(Collected data)

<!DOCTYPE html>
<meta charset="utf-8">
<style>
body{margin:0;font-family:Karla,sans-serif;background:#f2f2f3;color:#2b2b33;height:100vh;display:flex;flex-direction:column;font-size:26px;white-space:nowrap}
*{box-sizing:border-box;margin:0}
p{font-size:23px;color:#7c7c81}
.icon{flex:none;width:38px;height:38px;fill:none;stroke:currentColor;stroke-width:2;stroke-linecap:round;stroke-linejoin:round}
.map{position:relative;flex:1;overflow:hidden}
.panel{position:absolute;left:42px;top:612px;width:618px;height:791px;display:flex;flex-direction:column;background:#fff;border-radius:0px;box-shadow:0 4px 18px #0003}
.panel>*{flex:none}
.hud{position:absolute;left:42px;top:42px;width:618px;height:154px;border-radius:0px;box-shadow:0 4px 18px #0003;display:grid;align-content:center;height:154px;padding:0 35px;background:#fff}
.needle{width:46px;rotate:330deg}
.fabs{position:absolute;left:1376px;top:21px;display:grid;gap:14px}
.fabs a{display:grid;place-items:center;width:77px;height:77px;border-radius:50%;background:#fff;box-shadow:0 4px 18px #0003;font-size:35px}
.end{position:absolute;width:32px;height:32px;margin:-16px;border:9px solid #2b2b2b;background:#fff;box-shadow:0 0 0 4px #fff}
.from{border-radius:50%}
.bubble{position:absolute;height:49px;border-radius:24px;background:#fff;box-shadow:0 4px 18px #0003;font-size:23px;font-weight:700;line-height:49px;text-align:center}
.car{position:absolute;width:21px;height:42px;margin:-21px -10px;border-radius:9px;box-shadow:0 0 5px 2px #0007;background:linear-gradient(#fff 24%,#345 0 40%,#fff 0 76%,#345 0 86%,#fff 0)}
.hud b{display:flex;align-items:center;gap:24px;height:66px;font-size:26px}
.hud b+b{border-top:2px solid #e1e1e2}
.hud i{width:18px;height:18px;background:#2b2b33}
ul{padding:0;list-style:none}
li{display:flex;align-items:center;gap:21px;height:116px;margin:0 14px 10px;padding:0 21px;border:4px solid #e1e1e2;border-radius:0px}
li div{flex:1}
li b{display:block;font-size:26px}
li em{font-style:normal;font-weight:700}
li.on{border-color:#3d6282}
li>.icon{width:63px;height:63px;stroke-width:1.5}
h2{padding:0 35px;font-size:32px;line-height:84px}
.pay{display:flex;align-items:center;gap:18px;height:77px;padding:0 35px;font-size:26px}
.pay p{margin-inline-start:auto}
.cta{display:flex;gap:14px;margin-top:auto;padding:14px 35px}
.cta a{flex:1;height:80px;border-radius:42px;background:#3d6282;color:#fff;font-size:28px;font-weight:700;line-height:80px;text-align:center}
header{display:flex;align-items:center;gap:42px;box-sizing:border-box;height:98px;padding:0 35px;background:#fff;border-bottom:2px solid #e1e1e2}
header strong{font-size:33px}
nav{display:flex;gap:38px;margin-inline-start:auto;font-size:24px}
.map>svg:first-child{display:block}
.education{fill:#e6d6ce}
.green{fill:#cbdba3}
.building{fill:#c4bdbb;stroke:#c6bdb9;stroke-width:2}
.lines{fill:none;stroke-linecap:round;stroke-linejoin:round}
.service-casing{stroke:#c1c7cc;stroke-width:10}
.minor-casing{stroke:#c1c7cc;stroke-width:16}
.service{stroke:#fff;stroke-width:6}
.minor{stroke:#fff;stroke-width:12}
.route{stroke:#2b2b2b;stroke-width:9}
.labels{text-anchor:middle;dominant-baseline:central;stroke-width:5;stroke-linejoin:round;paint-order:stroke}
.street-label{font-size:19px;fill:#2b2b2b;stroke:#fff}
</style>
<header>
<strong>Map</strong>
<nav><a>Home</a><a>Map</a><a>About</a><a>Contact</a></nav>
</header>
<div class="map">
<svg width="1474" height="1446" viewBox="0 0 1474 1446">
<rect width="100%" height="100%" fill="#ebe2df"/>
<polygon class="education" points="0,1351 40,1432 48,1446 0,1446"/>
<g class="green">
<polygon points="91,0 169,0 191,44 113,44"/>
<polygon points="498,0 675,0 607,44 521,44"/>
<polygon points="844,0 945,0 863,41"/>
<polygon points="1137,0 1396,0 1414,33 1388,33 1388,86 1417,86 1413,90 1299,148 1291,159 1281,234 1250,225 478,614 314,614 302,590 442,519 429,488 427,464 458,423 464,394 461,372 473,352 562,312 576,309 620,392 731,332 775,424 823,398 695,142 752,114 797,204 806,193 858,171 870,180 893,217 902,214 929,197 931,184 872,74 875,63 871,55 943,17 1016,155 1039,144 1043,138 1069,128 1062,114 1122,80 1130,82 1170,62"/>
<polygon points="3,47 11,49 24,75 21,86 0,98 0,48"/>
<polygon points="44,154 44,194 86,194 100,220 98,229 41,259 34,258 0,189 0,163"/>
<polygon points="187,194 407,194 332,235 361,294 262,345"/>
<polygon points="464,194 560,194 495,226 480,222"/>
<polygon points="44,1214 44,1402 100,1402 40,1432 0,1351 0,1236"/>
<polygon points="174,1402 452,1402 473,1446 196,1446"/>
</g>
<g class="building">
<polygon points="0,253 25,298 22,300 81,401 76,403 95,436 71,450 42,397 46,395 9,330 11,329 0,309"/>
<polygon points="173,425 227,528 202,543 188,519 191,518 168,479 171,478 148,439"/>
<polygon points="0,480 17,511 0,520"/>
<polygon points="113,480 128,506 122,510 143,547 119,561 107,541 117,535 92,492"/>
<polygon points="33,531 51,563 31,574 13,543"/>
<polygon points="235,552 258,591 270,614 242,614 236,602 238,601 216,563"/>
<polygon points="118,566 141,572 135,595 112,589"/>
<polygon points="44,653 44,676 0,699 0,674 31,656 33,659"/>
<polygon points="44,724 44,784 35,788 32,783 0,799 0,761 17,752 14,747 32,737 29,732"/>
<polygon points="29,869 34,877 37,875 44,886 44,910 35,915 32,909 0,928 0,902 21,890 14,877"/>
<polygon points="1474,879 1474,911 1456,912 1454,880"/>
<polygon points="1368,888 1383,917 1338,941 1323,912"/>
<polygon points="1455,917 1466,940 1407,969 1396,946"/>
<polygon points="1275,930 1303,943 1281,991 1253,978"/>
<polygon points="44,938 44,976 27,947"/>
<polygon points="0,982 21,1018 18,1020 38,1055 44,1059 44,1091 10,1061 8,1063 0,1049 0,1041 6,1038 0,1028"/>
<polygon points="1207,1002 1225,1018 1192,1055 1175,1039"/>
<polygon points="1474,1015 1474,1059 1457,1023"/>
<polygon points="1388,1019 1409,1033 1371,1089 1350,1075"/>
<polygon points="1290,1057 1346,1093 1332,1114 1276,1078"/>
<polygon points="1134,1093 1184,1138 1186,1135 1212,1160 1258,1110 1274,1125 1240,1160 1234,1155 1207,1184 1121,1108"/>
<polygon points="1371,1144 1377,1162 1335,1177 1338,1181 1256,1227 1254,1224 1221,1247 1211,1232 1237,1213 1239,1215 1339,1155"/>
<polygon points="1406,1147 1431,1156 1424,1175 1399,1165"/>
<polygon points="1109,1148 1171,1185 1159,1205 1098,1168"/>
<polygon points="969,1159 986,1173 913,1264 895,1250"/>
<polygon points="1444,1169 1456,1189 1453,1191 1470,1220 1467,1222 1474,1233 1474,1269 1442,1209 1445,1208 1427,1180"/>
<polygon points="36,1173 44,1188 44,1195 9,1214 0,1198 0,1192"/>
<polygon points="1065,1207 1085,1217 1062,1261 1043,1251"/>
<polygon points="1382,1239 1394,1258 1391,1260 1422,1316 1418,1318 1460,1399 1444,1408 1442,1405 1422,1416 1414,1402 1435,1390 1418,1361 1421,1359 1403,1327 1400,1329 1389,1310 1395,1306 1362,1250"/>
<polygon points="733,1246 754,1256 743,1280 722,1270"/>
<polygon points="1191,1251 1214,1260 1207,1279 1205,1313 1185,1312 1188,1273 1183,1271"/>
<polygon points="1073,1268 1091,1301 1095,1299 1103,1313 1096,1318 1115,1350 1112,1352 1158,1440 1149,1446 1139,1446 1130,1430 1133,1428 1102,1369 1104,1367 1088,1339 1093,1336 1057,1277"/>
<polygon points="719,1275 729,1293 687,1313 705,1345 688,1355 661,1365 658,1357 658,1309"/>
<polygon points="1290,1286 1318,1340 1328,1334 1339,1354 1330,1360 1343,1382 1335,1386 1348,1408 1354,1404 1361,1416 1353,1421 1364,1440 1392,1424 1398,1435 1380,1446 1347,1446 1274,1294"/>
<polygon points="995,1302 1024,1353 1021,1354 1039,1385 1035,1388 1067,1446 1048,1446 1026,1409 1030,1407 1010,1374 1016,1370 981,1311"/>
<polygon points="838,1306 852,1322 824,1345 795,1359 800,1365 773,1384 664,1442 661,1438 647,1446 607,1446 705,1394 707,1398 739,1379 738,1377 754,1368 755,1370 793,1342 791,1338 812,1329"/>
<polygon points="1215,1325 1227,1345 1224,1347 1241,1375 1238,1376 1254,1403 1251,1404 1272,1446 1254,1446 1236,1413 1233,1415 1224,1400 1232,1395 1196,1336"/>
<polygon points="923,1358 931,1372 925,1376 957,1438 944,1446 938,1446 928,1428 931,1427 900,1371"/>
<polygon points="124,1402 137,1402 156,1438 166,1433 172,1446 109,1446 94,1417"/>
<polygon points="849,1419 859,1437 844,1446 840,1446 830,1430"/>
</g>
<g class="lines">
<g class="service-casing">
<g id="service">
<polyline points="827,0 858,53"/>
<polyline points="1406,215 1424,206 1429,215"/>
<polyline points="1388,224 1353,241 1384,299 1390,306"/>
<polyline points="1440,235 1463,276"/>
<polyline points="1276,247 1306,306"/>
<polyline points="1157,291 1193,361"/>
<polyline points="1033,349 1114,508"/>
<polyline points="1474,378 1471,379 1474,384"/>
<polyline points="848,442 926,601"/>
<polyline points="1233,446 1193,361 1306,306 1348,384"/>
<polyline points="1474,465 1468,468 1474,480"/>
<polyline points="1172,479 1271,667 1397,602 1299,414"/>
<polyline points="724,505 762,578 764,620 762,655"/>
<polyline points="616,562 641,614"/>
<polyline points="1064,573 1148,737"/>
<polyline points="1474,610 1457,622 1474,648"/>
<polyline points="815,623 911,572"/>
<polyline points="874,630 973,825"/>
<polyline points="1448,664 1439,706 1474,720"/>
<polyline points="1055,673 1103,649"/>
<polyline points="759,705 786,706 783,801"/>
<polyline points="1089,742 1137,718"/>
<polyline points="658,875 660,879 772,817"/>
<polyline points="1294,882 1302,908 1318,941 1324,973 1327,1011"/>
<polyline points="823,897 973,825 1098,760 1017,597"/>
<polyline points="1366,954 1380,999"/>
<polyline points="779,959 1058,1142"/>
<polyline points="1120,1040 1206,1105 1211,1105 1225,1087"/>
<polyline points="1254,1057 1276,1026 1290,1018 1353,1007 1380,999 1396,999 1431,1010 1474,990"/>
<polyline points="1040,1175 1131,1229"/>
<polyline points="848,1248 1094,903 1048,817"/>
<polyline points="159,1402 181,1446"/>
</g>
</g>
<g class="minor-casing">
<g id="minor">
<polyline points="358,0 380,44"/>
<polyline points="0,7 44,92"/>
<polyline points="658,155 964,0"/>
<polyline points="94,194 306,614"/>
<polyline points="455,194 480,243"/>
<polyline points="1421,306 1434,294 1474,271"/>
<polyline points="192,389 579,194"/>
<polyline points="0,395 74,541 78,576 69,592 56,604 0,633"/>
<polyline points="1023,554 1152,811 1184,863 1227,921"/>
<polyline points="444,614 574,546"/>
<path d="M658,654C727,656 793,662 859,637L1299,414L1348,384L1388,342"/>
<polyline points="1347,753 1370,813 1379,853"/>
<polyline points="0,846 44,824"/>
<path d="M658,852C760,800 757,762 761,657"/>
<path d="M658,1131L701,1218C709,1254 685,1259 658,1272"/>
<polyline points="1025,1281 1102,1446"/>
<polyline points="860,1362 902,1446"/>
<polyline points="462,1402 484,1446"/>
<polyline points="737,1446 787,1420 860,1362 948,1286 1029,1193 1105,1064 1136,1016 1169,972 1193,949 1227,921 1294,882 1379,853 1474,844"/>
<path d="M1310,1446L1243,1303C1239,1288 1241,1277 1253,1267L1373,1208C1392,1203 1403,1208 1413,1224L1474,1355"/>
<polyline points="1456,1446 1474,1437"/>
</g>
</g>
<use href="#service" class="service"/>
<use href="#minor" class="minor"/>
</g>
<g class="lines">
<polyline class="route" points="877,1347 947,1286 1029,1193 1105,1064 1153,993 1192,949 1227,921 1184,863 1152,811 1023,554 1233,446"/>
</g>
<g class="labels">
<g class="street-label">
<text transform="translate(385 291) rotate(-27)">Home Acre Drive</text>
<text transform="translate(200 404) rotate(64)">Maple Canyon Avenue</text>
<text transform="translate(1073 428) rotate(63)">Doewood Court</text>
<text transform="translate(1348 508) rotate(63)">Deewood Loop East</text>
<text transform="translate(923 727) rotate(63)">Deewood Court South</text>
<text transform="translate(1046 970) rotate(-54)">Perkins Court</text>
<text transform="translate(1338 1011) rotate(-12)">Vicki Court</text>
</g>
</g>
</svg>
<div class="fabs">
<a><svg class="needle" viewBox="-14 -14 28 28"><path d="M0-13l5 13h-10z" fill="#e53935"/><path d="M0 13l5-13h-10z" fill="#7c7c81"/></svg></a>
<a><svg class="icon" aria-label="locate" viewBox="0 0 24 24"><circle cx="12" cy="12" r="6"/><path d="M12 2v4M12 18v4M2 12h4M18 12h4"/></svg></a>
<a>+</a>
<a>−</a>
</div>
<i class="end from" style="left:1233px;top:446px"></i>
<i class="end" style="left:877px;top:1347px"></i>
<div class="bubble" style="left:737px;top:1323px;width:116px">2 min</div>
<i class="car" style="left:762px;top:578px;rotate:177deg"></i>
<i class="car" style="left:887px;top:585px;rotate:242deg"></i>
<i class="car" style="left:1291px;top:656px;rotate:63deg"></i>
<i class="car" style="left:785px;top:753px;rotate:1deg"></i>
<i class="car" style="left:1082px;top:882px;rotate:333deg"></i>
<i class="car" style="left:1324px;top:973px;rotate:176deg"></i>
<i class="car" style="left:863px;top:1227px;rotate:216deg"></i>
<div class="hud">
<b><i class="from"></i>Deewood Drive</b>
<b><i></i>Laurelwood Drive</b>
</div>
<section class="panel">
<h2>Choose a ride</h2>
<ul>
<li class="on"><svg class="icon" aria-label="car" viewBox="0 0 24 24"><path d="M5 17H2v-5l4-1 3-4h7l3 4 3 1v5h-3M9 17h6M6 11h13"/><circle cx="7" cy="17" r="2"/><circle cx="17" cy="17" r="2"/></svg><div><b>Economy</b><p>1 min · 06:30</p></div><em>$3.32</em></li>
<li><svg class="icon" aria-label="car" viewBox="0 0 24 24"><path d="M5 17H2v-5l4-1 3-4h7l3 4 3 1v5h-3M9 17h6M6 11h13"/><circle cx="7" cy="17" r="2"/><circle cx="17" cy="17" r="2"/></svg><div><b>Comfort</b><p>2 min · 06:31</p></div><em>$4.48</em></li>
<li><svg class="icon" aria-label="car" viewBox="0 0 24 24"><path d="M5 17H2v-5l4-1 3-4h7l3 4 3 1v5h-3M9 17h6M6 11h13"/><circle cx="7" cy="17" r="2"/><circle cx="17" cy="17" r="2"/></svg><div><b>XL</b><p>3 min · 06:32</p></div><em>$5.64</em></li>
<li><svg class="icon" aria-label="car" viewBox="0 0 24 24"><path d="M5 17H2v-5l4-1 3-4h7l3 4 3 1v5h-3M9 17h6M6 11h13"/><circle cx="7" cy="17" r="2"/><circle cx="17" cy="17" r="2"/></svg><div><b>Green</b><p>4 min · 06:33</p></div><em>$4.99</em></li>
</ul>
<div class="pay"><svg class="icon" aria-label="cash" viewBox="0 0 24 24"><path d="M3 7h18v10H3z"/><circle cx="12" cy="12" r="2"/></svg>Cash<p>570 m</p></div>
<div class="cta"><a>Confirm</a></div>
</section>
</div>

ASSIGNMENT:
Take the lines from the first line of the records through the line holding "solid #2b2b2b;background:#fff;box-shadow:0 0", both included, and please reproduce them exactly with nothing added.

COMPLETED TASK:
<!DOCTYPE html>
<meta charset="utf-8">
<style>
body{margin:0;font-family:Karla,sans-serif;background:#f2f2f3;color:#2b2b33;height:100vh;display:flex;flex-direction:column;font-size:26px;white-space:nowrap}
*{box-sizing:border-box;margin:0}
p{font-size:23px;color:#7c7c81}
.icon{flex:none;width:38px;height:38px;fill:none;stroke:currentColor;stroke-width:2;stroke-linecap:round;stroke-linejoin:round}
.map{position:relative;flex:1;overflow:hidden}
.panel{position:absolute;left:42px;top:612px;width:618px;height:791px;display:flex;flex-direction:column;background:#fff;border-radius:0px;box-shadow:0 4px 18px #0003}
.panel>*{flex:none}
.hud{position:absolute;left:42px;top:42px;width:618px;height:154px;border-radius:0px;box-shadow:0 4px 18px #0003;display:grid;align-content:center;height:154px;padding:0 35px;background:#fff}
.needle{width:46px;rotate:330deg}
.fabs{position:absolute;left:1376px;top:21px;display:grid;gap:14px}
.fabs a{display:grid;place-items:center;width:77px;height:77px;border-radius:50%;background:#fff;box-shadow:0 4px 18px #0003;font-size:35px}
.end{position:absolute;width:32px;height:32px;margin:-16px;border:9px solid #2b2b2b;background:#fff;box-shadow:0 0 0 4px #fff}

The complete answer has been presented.